Former Australia wicketkeeper Adam Gilchrist on Triple M radio: "Horrible, frightening news. It's just such a shock. The cricketing community in particular will be hit very hard by this."
Channel Nine chief executive David Gyngell in a statement: "It's a deeply upsetting time for his family and for everyone associated with Tony at Nine, and indeed for many, many others who came to know and love the man. He's not only been part of our family, but he's had a seat at the head of the table."
Former Australian pace bowler Glenn McGrath said on Twitter: "My thoughts are with Tony Greig's family today. RIP Tony Greig"
South Africa-born England player Matt Prior said on Twitter: "Can't believe one of my heroes Tony Greig has passed away. One of the greatest voices in cricket and will be sorely missed."

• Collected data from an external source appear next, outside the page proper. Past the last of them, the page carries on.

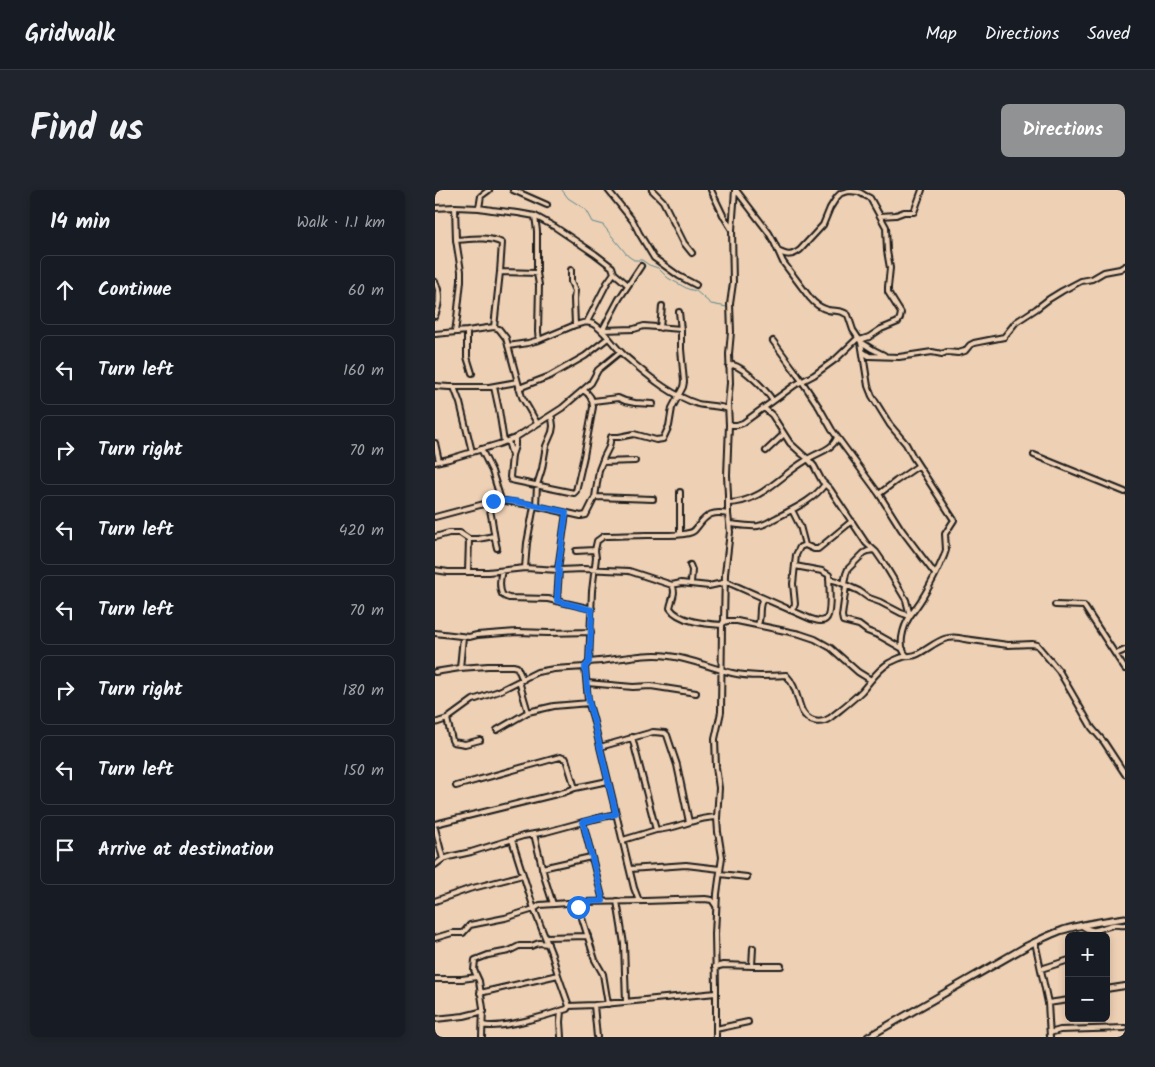 <!DOCTYPE html>
<meta charset="utf-8">
<style>
:root{--surface:#171b24;--page:#20242c;--text:#f1f3f6;--muted:#9ea1a6;--line:#363941;--accent:#919294}
body{margin:0;font-family:Kalam,sans-serif;background:var(--page);color:var(--text)}
.controls{position:absolute;right:15px;bottom:15px;display:grid;overflow:hidden;border-radius:8px;box-shadow:0 2px 8px #0003}
.controls button{width:45px;height:45px;display:grid;place-items:center;padding:0;border:0;border-bottom:1px solid var(--line);background:var(--surface);color:var(--text);font:25px sans-serif}
.stop{position:absolute;width:15px;height:15px;margin:-11px;border:4px solid #1a73e8;border-radius:50%;background:#fff}
.stop.end{background:#1a73e8;border-color:#fff;box-shadow:0 1px 5px #0008}
.list{margin:0;padding:0;list-style:none}
h2{display:flex;justify-content:space-between;align-items:center;height:65px;margin:0;padding:0 20px;font-size:21px}
h2 small{font-size:16px;font-weight:400;color:var(--muted)}
.list li{display:grid;grid-template-columns:32px 1fr auto;gap:15px;align-items:center;box-sizing:border-box;height:70px;margin:0 10px 10px;padding:0 10px;border:1px solid var(--line);border-radius:8px}
.list b{display:block;font-size:19px;white-space:nowrap}
.list em{font-size:16px;font-style:normal;color:var(--muted)}
.icon{flex:none;width:28px;height:28px;fill:none;stroke:currentColor;stroke-width:2;stroke-linecap:round;stroke-linejoin:round}
.map{position:relative;flex:none;width:690px;height:847px;overflow:hidden;border-radius:8px}
header{display:flex;align-items:center;gap:30px;box-sizing:border-box;height:70px;padding:0 25px;background:var(--surface);border-bottom:1px solid var(--line)}
header strong{font-size:24px}
nav{display:flex;gap:28px;margin-inline-start:auto;font-size:18px}
.intro{display:flex;align-items:center;justify-content:space-between;box-sizing:border-box;height:120px;padding:0 30px}
h1{margin:0;font-size:35px}
.button{padding:12px 22px;border-radius:8px;background:var(--accent);color:#fff;font-size:18px;font-weight:700}
main{display:flex;gap:30px;padding:0 30px}
aside{flex:1;background:var(--surface);border-radius:8px;box-shadow:0 2px 8px #0003}
.map>svg:first-child{display:block}
.lines{fill:none;stroke-linecap:round;stroke-linejoin:round}
.stream{stroke:#598990;stroke-width:1}
.minor-casing{stroke:#1c1c1c;stroke-width:8}
.secondary-casing{stroke:#1c1c1c;stroke-width:9}
.minor{stroke:#eed0b4;stroke-width:4}
.secondary{stroke:#eed0b4;stroke-width:5}
.route{stroke:#1a73e8;stroke-width:6}
</style>
<header>
<strong>Gridwalk</strong>
<nav><a>Map</a><a>Directions</a><a>Saved</a></nav>
</header>
<div class="intro"><h1>Find us</h1><a class="button">Directions</a></div>
<main>
<aside>
<h2>14 min<small>Walk · 1.1 km</small></h2>
<ul class="list">
<li><svg class="icon" aria-label="ahead" viewBox="0 0 24 24"><path d="M12 20V5M6 11l6-6 6 6"/></svg><div><b>Continue</b></div><em>60 m</em></li>
<li><svg class="icon" aria-label="left" viewBox="0 0 24 24"><path d="M17 20v-9H6M10 6l-5 5 5 5"/></svg><div><b>Turn left</b></div><em>160 m</em></li>
<li><svg class="icon" aria-label="right" viewBox="0 0 24 24"><path d="M7 20v-9h11M14 6l5 5-5 5"/></svg><div><b>Turn right</b></div><em>70 m</em></li>
<li><svg class="icon" aria-label="left" viewBox="0 0 24 24"><path d="M17 20v-9H6M10 6l-5 5 5 5"/></svg><div><b>Turn left</b></div><em>420 m</em></li>
<li><svg class="icon" aria-label="left" viewBox="0 0 24 24"><path d="M17 20v-9H6M10 6l-5 5 5 5"/></svg><div><b>Turn left</b></div><em>70 m</em></li>
<li><svg class="icon" aria-label="right" viewBox="0 0 24 24"><path d="M7 20v-9h11M14 6l5 5-5 5"/></svg><div><b>Turn right</b></div><em>180 m</em></li>
<li><svg class="icon" aria-label="left" viewBox="0 0 24 24"><path d="M17 20v-9H6M10 6l-5 5 5 5"/></svg><div><b>Turn left</b></div><em>150 m</em></li>
<li><svg class="icon" aria-label="arrive" viewBox="0 0 24 24"><path d="M6 21V4h12l-3 4 3 4H6"/></svg><div><b>Arrive at destination</b></div></li>
</ul>
</aside>
<div class="map">
<svg width="690" height="847" viewBox="0 0 690 847">
<rect width="100%" height="100%" fill="#eed0b4"/>
<filter id="ink" filterUnits="userSpaceOnUse"><feTurbulence type="fractalNoise" baseFrequency=".02" numOctaves="2"/><feDisplacementMap in="SourceGraphic" scale="10" xChannelSelector="R" yChannelSelector="G"/><feConvolveMatrix kernelMatrix="1 2 1 2 8 2 1 2 1" color-interpolation-filters="sRGB"/></filter>
<g filter="url(#ink)">
<g class="lines">
<!-- stream -->
<path class="stream" d="M127 0 133 8 150 19 157 32 168 35 193 66 199 70H207L214 75 223 78 233 88 253 99 261 101 276 114 292 117"/>
<defs>
<path id="minor" d="M78 0 112 15
M173 0 198 31 204 43 219 68 244 86 261 95
M217 0 228 11 249 53 257 63
M276 0 289 27 297 40
M301 0 334 43 339 52 348 72 375 108C379 113 386 118 393 120 402 122 404 119 413 125L418 140 426 152 433 196 437 206 455 235 471 254 478 267 519 330 510 344 511 360 509 366C503 380 496 394 488 407 484 414 479 420 475 426 468 437 462 457 472 466
M0 18 20 17 44 18 57 20 83 23 100 26 120 37 160 64 177 77 179 83 193 95
M44 18 46 6 54 0
M100 26 102 41V83L104 95 103 142 104 150
M445 26 461 25 469 22H479L487 0
M21 50C36 49 53 46 67 53L65 82 59 137
M343 61C352 66 357 66 365 60L388 35 395 18 402 7 406 3 414 1 424 2 429 5 435 8 440 17 451 37 452 61 455 78 453 97V102L466 123 465 128 463 132 446 139 434 147 425 150
M136 80V92L140 101 139 109 140 135
M65 82 102 83
M0 92C6 103 5 114 0 126
M152 132 172 93 179 83
M225 138 227 116
M168 140 199 139 209 136 246 139
M32 141V167L37 183
M167 141 184 109 206 76
M20 142 22 128 26 91V81L21 50 20 17
M0 144 32 141 59 137 64 139 71 148 87 207 102 233
M338 151 360 181 384 217 397 240 444 304 466 339 500 384
M426 152 437 159 449 165
M73 156 93 153 104 150 140 135C145 134 150 131 155 133 166 135 178 155 186 162 189 166 194 169 198 173 217 189 238 206 263 214 272 216 287 216 293 219
M428 162 434 166 464 167 497 162 507 164 512 162 523 163 530 161 535 155 539 153 569 147 581 132 601 119 614 109 627 101 646 91 657 89 669 82 685 79 690 76
M294 177 298 175C310 178 332 201 338 211
M0 196 14 197H54L82 192
M19 197 25 213 37 262
M59 197 64 220 69 252
M84 198 115 186 150 166 173 148
M158 211 183 208 190 211 200 213 218 214
M329 218 337 225 355 253 367 264 372 268 379 276 387 291 395 299 431 353 441 362 450 375 471 410 475 426 466 423 445 412 434 408 424 401 402 391 394 389
M294 235H302L308 233 360 195 379 185 401 169 423 148
M80 248V256L77 265 75 287 76 290 139 303 141 301 149 266 158 217C158 209 155 204 148 200
M73 251 77 265
M0 253 4 271
M46 259 57 281 66 310
M331 261 349 244
M599 265 690 302
M0 272 14 269 64 254 80 248 127 218 148 200 156 193 163 180 185 162
M167 272 200 271
M444 304 461 291 483 276
M160 307 218 309
M53 313C58 328 58 343 62 358
M293 313C325 313 345 286 370 271 379 263 398 261 402 247
M101 316 102 295 107 279 111 256 117 242 118 236 117 228 114 227
M357 320 365 336 370 355
M0 327 64 310 101 316 146 326 151 325 160 307 164 280 169 267 174 257 176 247H184L199 244 221 250 228 249 234 236 237 218 248 197 249 192 246 159V140L244 122
M295 334C304 335 314 337 323 336 330 335 335 331 341 328 358 319 378 311 390 294
M245 344V302
M0 347 14 343H25L34 349H43L59 346
M141 361 160 360
M255 375 257 380 256 393
M90 378 92 353 99 316
M123 379 131 323
M0 380 13 382H53L90 378 124 380 148 379 194 381 237 395 246 393 274 396 292 392 376 429C381 430 387 433 391 429 397 424 394 393 394 385L387 381 360 376
M67 381C65 387 64 398 67 404 69 407 71 407 74 408L113 409 157 419
M33 382 34 349
M409 394 411 384 413 379 429 363 433 361 438 360
M237 395C242 403 236 410 235 418 244 432 272 434 287 435
M411 396 407 426 408 431 424 435 432 441 445 446 468 459
M122 411 124 380
M620 415 649 416 690 479
M355 420 359 417 360 414 358 394 361 365 365 357 370 355 379 359H383L417 331
M288 433 292 431H302L365 444 380 449 396 458 423 482 436 490
M323 435C327 425 322 419 328 408
M0 443 34 447 42 445 82 442 113 443 156 442
M681 464 690 460
M154 472C180 471 208 462 234 466 257 469 276 478 297 483 315 487 333 486 351 485 361 495 362 509 367 521 373 532 385 535 395 528 406 519 417 511 427 501 436 491 442 480 454 473 458 471 464 468 468 467 474 465 478 467 483 464 500 455 509 443 529 449L573 455 597 454 602 455 624 481 657 538 669 552 690 584
M150 477 153 511 158 528 199 698 204 711
M25 478 28 447
M0 482 25 478 53 476H78L82 477 88 490
M84 491 93 522 119 516 154 513
M152 493 198 497 216 496 261 503
M12 529 17 550 18 552 30 554 45 550
M0 533 12 529 38 510 64 501 102 482 119 479 150 477 154 472 157 401 161 368 160 360 162 351 169 346C183 346 197 345 212 345 226 345 241 346 254 343 259 342 260 340 263 336 272 324 278 321 293 324
M62 540 93 522
M197 547 221 640
M165 557 218 542 230 543 232 545 242 575 254 632
M21 596 125 567 131 569 140 598
M148 632 168 711
M0 634 130 602 140 598 173 591
M0 638 8 669
M99 644 110 689 118 714
M77 650 99 719 117 765 123 785 134 816
M188 650 221 640C242 639 261 627 282 627
M0 675 8 669 18 666 36 662 88 646 111 642 159 629 181 624
M107 678 156 667
M195 679 251 675 285 679
M285 684 312 687
M0 711 34 699 88 685
M182 711 189 754 191 812
M142 712 160 770 168 784 173 814
M647 736C660 745 666 737 678 735 682 734 686 736 690 735
M110 747 153 746
M0 748 17 743H28L35 735 70 728 99 719 105 715 147 712 210 711 270 709 277 710 281 716
M600 752 613 813 615 847
M317 776H346
M280 777 288 775 317 776 318 758
M606 779 634 770
M0 789H27L42 787
M671 799 690 796
M45 803 123 785
M613 813 634 810
M159 815 162 847
M126 821 125 832 126 847
M0 829 29 826 49 821
M48 835C64 840 114 825 132 819L134 816 159 815 281 803
M281 839 313 832
M615 843 625 840 690 838
M47 847 48 818 44 791 39 780 40 770 53 765 74 761 84 756H96L104 753 113 754
M281 847V797L280 744 282 704 287 667 283 642 282 628 284 598 281 577 280 549 286 522 287 435 289 431 290 384 295 342 293 324V305L292 285 294 235 293 214 295 193 294 164 296 142 295 114 298 93 297 40 300 0"/>
<path id="secondary" d="M433 847 592 756C604 750 616 744 628 740 648 734 669 731 690 728"/>
</defs>
<!-- minor casing -->
<use href="#minor" class="minor-casing"/>
<!-- secondary casing -->
<use href="#secondary" class="secondary-casing"/>
<!-- minor -->
<use href="#minor" class="minor"/>
<!-- secondary -->
<use href="#secondary" class="secondary"/>
</g>
</g>
<g class="lines" filter="url(#ink)">
<!-- route -->
<path class="route" d="M58 311C72 307 115 319 131 322L123 379 124 380 122 411 157 420 154 472 150 477C152 494 152 511 158 528L181 624 159 629 148 632 168 711 142 712 143 717"/>
</g>
</svg>
<div class="controls">
<button>+</button>
<button>−</button>
</div>
<div class="stop" style="left:143px;top:717px"></div>
<div class="stop end" style="left:58px;top:311px"></div>
</div>
</main>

Australian coach, South Africa-born Mickey Arthur said on Twitter: "RIP-Tony Greig. A very good man!"
Pakistan coach and former Australian Test batsman Dav Whatmore said on Twitter: "Just landed in chennai and learnt of Tony Greig's passing. Deepest sympathies to his family. Great man, great career. He will be missed."

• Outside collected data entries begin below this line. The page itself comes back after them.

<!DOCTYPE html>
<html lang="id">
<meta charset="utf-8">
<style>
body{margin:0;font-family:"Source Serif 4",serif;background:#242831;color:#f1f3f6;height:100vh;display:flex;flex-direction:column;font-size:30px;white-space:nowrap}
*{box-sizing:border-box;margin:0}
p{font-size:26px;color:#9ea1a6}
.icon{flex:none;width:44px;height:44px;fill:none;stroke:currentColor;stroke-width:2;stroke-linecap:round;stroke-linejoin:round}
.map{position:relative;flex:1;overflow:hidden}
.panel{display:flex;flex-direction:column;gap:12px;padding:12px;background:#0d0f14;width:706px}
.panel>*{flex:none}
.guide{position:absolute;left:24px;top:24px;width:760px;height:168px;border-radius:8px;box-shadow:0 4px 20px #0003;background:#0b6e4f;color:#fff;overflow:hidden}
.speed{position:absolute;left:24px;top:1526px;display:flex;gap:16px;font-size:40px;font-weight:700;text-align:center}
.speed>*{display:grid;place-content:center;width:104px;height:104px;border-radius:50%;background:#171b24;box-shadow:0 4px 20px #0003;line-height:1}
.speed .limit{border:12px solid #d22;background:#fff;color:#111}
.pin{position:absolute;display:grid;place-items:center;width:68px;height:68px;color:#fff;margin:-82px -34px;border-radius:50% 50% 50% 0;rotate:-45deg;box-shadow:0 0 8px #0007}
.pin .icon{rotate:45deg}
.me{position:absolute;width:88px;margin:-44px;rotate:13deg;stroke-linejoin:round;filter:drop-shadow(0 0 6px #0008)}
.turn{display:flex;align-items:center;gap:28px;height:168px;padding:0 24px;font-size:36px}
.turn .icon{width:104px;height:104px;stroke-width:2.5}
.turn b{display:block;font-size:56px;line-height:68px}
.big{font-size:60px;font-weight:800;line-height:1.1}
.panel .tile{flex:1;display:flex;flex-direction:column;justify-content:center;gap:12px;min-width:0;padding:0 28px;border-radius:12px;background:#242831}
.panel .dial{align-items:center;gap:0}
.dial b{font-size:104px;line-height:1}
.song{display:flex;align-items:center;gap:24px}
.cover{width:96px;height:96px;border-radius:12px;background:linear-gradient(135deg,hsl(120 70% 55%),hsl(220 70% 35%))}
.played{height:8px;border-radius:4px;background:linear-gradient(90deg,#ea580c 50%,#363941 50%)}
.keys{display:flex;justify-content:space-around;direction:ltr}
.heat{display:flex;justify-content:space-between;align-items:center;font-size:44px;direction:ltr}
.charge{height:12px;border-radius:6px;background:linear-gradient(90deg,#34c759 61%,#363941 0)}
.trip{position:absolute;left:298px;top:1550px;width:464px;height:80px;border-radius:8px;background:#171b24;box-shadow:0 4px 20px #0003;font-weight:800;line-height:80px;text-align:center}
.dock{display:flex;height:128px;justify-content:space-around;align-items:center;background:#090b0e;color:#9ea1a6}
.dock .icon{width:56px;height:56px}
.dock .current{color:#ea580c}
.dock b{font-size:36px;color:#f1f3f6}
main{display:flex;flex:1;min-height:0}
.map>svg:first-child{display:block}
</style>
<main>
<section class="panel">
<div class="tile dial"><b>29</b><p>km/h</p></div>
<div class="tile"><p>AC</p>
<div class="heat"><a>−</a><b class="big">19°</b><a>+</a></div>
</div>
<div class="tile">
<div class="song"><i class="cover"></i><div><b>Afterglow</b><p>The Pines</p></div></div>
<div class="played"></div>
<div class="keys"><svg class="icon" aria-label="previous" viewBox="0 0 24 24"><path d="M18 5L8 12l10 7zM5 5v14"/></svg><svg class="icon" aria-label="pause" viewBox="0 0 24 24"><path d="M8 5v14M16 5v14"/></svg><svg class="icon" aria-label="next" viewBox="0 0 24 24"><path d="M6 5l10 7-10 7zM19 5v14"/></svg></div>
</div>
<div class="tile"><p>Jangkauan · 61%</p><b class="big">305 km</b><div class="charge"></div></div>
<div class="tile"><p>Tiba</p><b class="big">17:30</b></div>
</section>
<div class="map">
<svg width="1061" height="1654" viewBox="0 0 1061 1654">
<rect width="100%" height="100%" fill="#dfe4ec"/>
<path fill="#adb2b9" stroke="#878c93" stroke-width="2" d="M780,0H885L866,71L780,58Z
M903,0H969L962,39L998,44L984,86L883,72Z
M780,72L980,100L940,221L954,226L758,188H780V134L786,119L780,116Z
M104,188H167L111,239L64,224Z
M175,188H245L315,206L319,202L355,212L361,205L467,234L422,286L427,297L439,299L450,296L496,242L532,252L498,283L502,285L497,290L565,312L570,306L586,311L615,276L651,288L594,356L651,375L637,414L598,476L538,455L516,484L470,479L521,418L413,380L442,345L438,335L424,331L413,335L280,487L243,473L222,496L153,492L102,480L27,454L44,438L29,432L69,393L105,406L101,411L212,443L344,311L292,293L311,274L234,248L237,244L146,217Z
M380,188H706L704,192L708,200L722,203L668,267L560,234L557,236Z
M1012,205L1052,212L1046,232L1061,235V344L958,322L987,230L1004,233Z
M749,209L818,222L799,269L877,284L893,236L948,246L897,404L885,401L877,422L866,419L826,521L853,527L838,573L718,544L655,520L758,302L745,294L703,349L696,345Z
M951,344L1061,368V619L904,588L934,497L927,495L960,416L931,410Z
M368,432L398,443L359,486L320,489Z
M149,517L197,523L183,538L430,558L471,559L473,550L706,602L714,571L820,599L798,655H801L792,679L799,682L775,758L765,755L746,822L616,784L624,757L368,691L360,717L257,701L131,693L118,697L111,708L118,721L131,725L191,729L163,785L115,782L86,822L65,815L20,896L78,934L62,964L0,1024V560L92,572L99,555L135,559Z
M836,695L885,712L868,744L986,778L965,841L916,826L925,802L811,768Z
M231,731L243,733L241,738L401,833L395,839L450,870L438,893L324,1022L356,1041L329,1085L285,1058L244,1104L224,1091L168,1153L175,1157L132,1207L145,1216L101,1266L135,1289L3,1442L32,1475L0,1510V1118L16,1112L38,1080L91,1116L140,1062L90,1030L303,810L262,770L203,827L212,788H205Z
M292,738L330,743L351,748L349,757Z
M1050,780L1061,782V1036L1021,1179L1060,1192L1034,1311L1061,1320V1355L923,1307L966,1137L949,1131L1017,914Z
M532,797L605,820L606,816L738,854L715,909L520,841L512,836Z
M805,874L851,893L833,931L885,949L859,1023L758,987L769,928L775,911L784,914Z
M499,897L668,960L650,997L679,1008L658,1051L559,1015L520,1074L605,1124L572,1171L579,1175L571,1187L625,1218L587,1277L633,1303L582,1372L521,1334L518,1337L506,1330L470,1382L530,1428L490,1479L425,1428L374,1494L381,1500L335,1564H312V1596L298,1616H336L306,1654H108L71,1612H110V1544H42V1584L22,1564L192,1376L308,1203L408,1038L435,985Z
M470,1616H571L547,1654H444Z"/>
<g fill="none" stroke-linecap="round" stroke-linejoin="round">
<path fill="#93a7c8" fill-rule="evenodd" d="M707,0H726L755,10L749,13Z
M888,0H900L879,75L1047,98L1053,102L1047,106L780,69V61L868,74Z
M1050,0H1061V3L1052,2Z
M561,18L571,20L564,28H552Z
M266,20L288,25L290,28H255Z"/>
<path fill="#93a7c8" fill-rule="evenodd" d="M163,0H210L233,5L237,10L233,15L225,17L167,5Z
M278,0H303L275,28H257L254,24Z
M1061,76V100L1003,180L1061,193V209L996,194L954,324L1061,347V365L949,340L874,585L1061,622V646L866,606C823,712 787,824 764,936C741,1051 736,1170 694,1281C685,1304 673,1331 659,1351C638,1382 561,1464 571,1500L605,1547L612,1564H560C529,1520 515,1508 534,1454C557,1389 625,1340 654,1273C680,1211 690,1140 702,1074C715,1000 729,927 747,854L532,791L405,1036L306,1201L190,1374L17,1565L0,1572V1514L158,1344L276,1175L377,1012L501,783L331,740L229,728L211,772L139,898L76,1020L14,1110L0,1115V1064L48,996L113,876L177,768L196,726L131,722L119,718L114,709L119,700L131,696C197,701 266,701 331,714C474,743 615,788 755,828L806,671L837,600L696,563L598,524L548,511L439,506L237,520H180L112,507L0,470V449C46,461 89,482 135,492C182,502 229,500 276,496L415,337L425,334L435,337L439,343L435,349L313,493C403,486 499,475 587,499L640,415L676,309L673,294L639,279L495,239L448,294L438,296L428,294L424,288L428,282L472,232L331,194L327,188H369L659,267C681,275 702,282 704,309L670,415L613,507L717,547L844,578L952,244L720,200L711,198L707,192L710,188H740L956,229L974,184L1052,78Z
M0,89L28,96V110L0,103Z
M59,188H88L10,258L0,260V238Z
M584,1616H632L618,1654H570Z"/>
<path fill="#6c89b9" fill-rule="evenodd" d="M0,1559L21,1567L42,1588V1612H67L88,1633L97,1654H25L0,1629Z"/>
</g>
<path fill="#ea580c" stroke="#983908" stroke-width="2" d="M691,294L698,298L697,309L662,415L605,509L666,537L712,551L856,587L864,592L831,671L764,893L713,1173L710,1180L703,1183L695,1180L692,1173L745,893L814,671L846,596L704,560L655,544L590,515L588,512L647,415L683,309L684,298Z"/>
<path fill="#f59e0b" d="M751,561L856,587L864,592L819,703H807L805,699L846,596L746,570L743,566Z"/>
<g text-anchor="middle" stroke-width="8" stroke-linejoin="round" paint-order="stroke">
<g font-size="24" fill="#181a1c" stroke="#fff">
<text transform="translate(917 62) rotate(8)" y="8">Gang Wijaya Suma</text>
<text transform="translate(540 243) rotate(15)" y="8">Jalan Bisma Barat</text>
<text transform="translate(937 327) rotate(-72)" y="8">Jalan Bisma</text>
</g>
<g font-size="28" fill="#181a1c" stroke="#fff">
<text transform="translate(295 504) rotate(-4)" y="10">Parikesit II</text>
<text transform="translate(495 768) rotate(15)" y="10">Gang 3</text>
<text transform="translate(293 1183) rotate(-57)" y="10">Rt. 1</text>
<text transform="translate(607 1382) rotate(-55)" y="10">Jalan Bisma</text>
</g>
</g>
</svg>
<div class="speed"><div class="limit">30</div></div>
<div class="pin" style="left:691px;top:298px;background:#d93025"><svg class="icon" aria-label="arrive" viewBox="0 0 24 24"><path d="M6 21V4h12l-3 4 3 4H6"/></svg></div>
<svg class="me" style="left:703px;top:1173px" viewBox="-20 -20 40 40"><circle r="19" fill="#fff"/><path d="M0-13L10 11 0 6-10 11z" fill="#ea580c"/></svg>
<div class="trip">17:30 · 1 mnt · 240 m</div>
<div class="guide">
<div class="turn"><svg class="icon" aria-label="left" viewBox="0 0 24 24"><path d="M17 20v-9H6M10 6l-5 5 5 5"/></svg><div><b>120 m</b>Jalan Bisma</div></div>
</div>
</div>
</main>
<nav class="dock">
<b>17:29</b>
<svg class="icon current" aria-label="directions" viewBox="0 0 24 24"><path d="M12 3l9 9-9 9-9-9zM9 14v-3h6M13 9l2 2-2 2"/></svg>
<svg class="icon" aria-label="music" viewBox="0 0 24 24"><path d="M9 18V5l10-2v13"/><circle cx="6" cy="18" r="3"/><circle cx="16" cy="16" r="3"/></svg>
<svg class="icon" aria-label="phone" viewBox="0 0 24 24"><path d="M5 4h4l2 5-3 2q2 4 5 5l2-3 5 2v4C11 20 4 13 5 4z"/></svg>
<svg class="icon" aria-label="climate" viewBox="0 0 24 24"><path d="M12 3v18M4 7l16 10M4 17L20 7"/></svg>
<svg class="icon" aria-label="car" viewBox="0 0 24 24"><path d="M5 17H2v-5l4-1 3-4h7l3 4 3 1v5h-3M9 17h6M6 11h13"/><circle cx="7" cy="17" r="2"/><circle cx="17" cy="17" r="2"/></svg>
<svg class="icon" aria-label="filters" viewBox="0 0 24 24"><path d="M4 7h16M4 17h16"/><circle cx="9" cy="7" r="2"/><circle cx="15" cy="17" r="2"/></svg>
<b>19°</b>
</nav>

Kerry O'Keeffe, former Australia player, former WSC player, ABC Radio commentator said on Twitter: "Vale Tony Greig..a good man ..a strong man..a trailblazer..a crash hat wearer. Pitch reporters have lost their patron ..summer is poorer."
Cricket Australia chairman Wally Edwards said in a statement: "He was a combative on-field rival of Australian cricket but became one of Australian cricket's firmest friends, with his long-running role as a Channel Nine commentator making him an Australian household name."